In 1943, Bell co-authored with James Purdon Martin a paper on the link between a form of intellectual disability in children and the X-chromosomes of the parents, with the condition subsequently being named Martin–Bell syndrome. It is now known as fragile X syndrome.

Julia Bell's 1951 work 'On Brachydactyly and Symphalangism' in Volume V: On Hereditary Digital Anomalies (1951–58) for The Treasury of Human Inheritance series was foundational for later research into the medical syndrome brachydactyly.

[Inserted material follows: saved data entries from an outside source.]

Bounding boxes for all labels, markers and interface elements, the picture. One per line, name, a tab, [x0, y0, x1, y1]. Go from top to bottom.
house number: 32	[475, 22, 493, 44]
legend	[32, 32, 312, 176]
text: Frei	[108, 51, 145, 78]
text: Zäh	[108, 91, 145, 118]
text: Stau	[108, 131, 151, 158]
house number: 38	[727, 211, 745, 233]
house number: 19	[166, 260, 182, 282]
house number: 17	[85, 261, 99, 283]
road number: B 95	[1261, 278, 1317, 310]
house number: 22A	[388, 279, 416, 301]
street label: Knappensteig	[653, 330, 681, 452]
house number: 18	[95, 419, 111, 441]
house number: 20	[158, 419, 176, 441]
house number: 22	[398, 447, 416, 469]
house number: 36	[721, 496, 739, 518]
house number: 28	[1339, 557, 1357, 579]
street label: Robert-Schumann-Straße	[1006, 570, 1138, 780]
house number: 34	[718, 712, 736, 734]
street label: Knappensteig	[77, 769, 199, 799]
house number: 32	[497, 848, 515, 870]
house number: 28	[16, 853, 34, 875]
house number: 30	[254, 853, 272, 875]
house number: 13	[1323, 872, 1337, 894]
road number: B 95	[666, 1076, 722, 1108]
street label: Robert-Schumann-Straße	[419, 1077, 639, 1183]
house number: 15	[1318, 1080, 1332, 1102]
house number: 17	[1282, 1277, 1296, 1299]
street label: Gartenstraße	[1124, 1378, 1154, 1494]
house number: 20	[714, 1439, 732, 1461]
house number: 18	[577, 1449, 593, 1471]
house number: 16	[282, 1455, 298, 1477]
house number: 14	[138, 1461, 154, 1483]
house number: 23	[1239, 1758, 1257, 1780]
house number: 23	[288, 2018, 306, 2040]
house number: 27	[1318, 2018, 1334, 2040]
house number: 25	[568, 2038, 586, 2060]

Julia Bell kept working actively for many years. Her work contributed to the early development of clinical genetics by combining medical observation with hereditary analysis. Her research helped shape approaches to understand patterns of inherited diseases as they later became central to modern genetics. With her documentation and organization of genetic disorders, she contributed to the shift of human genetics to a more clinical science. At age 82 and still working for the Galton Laboratory, she published "On rubella in pregnancy" in The British Medical Journal. She retired at age 86; she kept in touch with genetics until her death at the age of 100.

== Legacy ==
Julia Bell's contributions are recognized in the history of human and medical genetics. Her work on classifying hereditary diseases and contribution in early genetic publications helped shape the way others approach genetic disorders. Her contributions are relevant to understanding the development of modern genetics and medical classification systems.